# Dumb question? Tail vises?



## mart (Jun 23, 2008)

Please forgive my ignorance but in my research to design and build a workbench I notice most tail vises close all the way on the side but not on the end, leaving a gap between the end of the bench and the vise face. Why is this? Would the vise not be more versatile if both sides of the vise closed tight to their respective mating surfaces? I notice the Nyquist vise as illustrated in Schleining's, "The Workbench", closes tighly on both surfaces so am at a loss as to why other tail vises have the gap.

Mart


----------



## Gofor (Jan 12, 2008)

I made mine to close on both surfaces, and use both. It takes a little bit more time and finesse in the construction, but is well worth it IMHO.

Go


----------



## BigBob (Nov 5, 2008)

If you look at my recent blog entry ,you can see the entire construction of my workbench, and how I built the end vise.
I think that you are talking about the L shape end vise. I thought about that, but the reason I did not include the L is that it causes the vise to rack. It was never intended to act as two vises i.e. against the end of the workbench and inline with the bench.
You can build it that way and it looks nice, but it will eventually cause havoc with the end vise. I adjusted my vise to close against a piece of paper evenly across the gap to the workbench. If you use an L shape and use the L against the end of your bench to clamp with, it will never close evenly.
Just IMO.


----------



## Tangle (Jul 21, 2007)

I agree with Bob. If you look at my bench in my projects you will see that my end vise is just on the end. It still wracks and I probably should install a better quality vise.


----------



## mart (Jun 23, 2008)

Guys those are great benches. Thanks for sharing with me. I will most likely end up doing mine out of Alaskan birch since I have plenty of it. I am having some sawed this winter into thicker stock for the bench.

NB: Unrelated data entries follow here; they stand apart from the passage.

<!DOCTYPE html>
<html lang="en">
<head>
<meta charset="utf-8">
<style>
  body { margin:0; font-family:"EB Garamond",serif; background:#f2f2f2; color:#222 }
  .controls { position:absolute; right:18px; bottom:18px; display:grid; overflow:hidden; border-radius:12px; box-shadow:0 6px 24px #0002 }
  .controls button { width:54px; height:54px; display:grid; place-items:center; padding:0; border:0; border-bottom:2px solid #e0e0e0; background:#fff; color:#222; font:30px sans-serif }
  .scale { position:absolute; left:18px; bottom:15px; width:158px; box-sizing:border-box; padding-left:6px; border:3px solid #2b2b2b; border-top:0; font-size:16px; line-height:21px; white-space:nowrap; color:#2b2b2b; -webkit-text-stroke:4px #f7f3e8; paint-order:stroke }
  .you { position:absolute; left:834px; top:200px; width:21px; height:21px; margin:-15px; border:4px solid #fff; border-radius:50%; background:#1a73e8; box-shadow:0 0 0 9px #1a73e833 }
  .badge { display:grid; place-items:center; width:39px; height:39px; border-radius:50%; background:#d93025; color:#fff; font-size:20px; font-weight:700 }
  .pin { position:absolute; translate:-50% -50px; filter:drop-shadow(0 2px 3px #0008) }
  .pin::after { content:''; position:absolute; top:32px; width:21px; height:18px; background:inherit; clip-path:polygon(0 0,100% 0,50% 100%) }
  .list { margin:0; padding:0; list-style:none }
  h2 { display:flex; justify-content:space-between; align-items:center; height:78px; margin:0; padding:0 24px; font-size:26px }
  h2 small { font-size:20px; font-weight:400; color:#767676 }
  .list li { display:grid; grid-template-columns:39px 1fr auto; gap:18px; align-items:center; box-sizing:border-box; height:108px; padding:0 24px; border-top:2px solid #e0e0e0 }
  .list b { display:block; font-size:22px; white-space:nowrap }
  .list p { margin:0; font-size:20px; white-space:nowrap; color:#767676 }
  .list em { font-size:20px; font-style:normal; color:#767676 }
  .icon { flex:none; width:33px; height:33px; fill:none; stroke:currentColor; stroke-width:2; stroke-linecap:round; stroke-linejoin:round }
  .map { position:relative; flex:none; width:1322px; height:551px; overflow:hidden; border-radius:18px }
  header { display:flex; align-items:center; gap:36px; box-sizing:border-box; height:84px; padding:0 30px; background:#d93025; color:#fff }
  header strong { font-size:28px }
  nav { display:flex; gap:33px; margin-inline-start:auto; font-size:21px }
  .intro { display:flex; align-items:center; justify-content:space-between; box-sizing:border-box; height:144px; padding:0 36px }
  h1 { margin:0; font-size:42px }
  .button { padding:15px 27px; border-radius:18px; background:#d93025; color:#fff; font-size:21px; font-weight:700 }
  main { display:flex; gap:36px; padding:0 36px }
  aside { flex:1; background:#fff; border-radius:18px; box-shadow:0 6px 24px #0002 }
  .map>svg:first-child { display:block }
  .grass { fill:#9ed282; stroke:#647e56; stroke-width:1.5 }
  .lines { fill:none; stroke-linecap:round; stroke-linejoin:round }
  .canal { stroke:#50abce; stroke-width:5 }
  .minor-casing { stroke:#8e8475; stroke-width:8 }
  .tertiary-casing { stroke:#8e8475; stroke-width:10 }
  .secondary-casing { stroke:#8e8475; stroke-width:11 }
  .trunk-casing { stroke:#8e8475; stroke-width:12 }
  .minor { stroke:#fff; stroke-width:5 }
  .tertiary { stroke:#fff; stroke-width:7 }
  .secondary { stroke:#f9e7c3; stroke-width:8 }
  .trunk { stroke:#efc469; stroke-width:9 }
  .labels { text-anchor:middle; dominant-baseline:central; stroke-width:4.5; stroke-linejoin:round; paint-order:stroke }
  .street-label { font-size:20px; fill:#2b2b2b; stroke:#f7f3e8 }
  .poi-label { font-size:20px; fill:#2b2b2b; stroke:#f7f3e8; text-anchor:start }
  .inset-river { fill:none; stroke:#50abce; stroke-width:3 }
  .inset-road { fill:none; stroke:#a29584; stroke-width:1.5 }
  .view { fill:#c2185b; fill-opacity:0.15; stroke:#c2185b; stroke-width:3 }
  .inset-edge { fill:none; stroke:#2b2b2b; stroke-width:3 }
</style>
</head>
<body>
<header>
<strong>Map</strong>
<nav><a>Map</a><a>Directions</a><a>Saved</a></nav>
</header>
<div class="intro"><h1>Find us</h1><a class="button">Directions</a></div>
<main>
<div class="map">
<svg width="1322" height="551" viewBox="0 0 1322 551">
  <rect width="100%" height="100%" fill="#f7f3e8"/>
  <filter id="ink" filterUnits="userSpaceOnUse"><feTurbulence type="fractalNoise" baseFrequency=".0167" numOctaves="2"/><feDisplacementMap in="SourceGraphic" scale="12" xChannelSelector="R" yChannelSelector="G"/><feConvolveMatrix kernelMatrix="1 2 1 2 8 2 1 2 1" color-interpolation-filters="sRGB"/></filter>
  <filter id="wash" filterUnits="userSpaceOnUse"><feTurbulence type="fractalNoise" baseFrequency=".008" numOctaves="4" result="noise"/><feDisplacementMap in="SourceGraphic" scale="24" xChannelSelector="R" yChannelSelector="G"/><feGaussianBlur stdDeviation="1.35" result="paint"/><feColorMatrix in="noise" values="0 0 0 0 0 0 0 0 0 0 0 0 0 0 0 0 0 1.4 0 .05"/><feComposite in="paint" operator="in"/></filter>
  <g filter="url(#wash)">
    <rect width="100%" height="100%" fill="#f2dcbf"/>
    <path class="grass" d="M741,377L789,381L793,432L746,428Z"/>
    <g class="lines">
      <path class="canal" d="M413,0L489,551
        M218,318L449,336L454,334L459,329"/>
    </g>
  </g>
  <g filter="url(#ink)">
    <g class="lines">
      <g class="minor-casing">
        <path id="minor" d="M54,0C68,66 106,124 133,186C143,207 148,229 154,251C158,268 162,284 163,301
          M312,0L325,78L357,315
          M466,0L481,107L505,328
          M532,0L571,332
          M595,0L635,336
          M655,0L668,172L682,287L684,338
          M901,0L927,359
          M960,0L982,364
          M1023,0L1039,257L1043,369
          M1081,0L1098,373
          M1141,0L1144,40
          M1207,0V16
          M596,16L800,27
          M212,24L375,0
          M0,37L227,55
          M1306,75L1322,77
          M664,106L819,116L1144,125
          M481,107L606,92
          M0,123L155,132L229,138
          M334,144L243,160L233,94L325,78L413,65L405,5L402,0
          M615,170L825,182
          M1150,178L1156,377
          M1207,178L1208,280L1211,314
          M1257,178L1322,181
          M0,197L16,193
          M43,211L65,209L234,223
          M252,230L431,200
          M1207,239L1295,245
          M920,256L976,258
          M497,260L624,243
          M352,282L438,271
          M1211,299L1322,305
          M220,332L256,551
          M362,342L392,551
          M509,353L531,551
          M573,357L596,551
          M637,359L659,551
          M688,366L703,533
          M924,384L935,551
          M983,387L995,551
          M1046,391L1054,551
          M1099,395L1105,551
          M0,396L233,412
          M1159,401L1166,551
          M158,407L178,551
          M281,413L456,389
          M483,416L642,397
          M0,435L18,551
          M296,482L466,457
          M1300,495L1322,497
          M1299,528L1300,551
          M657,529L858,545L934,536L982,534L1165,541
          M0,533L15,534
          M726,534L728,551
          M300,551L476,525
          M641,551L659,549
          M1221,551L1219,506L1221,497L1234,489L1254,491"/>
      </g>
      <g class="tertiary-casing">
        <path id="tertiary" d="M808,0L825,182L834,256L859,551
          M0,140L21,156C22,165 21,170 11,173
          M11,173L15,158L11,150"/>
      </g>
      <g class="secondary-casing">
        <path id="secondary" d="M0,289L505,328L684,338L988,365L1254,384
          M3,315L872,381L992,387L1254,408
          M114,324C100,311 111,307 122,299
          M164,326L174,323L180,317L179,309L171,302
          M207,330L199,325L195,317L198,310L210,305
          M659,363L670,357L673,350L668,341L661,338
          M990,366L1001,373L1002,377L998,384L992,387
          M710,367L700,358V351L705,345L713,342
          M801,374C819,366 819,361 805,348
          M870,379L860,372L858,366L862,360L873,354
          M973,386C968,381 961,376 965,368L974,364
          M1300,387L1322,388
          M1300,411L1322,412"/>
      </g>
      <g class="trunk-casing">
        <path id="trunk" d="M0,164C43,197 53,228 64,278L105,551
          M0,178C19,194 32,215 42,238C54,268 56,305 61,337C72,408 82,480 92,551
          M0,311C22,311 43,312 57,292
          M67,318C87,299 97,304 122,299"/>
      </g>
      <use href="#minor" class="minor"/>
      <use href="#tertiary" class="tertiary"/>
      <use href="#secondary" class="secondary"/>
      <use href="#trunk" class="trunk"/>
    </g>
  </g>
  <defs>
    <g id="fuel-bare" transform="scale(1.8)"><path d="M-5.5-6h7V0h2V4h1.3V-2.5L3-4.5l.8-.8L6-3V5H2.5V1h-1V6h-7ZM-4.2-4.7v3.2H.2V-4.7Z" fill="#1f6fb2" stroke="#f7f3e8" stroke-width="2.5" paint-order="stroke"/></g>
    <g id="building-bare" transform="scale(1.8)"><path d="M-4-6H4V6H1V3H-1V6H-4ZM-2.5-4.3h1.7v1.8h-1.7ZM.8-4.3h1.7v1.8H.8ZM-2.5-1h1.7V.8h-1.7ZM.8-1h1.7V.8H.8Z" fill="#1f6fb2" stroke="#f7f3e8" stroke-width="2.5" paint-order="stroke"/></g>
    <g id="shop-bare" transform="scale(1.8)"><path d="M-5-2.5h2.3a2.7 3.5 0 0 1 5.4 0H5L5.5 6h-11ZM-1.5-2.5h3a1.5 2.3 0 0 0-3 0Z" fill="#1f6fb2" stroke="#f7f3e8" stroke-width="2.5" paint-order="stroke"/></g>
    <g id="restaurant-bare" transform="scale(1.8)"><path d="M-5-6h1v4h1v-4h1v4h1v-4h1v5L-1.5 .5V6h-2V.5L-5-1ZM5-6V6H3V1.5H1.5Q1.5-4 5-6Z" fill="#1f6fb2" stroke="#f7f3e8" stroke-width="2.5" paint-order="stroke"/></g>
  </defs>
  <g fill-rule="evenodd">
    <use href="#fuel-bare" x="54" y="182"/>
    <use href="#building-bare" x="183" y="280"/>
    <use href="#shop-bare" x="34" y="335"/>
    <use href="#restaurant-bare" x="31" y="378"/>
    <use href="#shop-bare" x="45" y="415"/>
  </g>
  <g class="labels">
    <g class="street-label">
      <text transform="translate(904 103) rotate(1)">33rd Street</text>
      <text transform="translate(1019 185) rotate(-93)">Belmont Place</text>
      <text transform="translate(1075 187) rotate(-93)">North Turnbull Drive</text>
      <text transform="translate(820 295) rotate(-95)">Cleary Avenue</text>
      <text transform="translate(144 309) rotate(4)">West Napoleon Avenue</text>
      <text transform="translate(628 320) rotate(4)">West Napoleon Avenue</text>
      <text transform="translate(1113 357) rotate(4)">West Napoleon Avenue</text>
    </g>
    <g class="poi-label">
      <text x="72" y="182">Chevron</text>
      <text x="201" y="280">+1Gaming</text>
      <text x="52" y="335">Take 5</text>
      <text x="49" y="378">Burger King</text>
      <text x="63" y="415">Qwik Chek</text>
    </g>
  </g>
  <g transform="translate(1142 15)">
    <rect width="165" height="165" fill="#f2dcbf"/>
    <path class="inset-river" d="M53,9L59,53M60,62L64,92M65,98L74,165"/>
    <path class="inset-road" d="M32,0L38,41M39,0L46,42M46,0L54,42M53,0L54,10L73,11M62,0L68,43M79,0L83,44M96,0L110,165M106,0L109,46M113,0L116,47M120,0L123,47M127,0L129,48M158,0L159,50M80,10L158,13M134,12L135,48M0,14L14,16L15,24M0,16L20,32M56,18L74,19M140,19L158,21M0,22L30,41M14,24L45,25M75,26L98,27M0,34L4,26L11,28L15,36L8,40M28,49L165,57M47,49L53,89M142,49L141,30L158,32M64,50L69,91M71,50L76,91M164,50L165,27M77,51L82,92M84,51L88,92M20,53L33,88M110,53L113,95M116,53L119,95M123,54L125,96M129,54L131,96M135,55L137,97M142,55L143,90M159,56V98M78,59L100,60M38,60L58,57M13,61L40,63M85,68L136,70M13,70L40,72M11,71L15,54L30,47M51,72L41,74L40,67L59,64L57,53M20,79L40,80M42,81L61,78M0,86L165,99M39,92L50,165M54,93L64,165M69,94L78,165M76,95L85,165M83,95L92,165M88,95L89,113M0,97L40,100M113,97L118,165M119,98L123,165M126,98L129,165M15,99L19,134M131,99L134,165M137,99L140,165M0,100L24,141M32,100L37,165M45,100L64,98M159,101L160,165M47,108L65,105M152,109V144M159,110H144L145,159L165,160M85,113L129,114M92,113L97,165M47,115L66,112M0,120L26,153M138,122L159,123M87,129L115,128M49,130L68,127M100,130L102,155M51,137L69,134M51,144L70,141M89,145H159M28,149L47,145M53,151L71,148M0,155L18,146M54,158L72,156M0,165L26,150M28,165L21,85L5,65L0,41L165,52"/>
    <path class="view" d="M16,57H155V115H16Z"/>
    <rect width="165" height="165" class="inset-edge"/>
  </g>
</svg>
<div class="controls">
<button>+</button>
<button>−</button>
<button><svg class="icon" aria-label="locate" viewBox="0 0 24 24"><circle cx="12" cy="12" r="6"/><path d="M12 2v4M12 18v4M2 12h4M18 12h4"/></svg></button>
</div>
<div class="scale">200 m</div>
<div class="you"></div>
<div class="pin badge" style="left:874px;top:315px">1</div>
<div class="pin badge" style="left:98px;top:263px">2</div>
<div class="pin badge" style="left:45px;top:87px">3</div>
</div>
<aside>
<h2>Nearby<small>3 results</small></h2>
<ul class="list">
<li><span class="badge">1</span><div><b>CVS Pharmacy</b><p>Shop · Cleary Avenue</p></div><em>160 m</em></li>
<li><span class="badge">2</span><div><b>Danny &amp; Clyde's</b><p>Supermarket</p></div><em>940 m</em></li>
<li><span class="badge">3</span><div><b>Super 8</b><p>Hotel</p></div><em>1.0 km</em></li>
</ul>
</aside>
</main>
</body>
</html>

I have been playing with a design for a simple non racking tail vise. When I get done with the project I am on now, I will draft it up from my sketches, scan it and post it here for your comments. I have been reading everything I can on building and designing benches and have a pretty good idea now what I want in a bench though that may change yet before I get started.

Mart


----------



## RJM60 (May 11, 2010)

My 2 cents:

I know this post is old but I'm about to build a new workbench and I've been doing a lot of research. I don't know if I read this someplace, or just came to the conclusion on my own, but (I believe) the reason the L-shape was added to the tail vice was to provide additional width for guides. The addition of (wooden) guides reduce, or eliminate, racking problems arising from the offset between the leadf screw and the dog holes. Modern tail vice hardware (i.e. machined steel plates) are made so accurately the L-shape is not needed. Since the intended purpose for the L-shape was to make the tail vice work better, there was no need to make it close tightly against the end of the bench. Intentionally leaving a gap insures that the front portion of the tail vice makes contactg first (i.e. no racking, better clamping) and, by reducing the clamping area, makes it much easier to re-face the (front) clamping surface when needed.


----------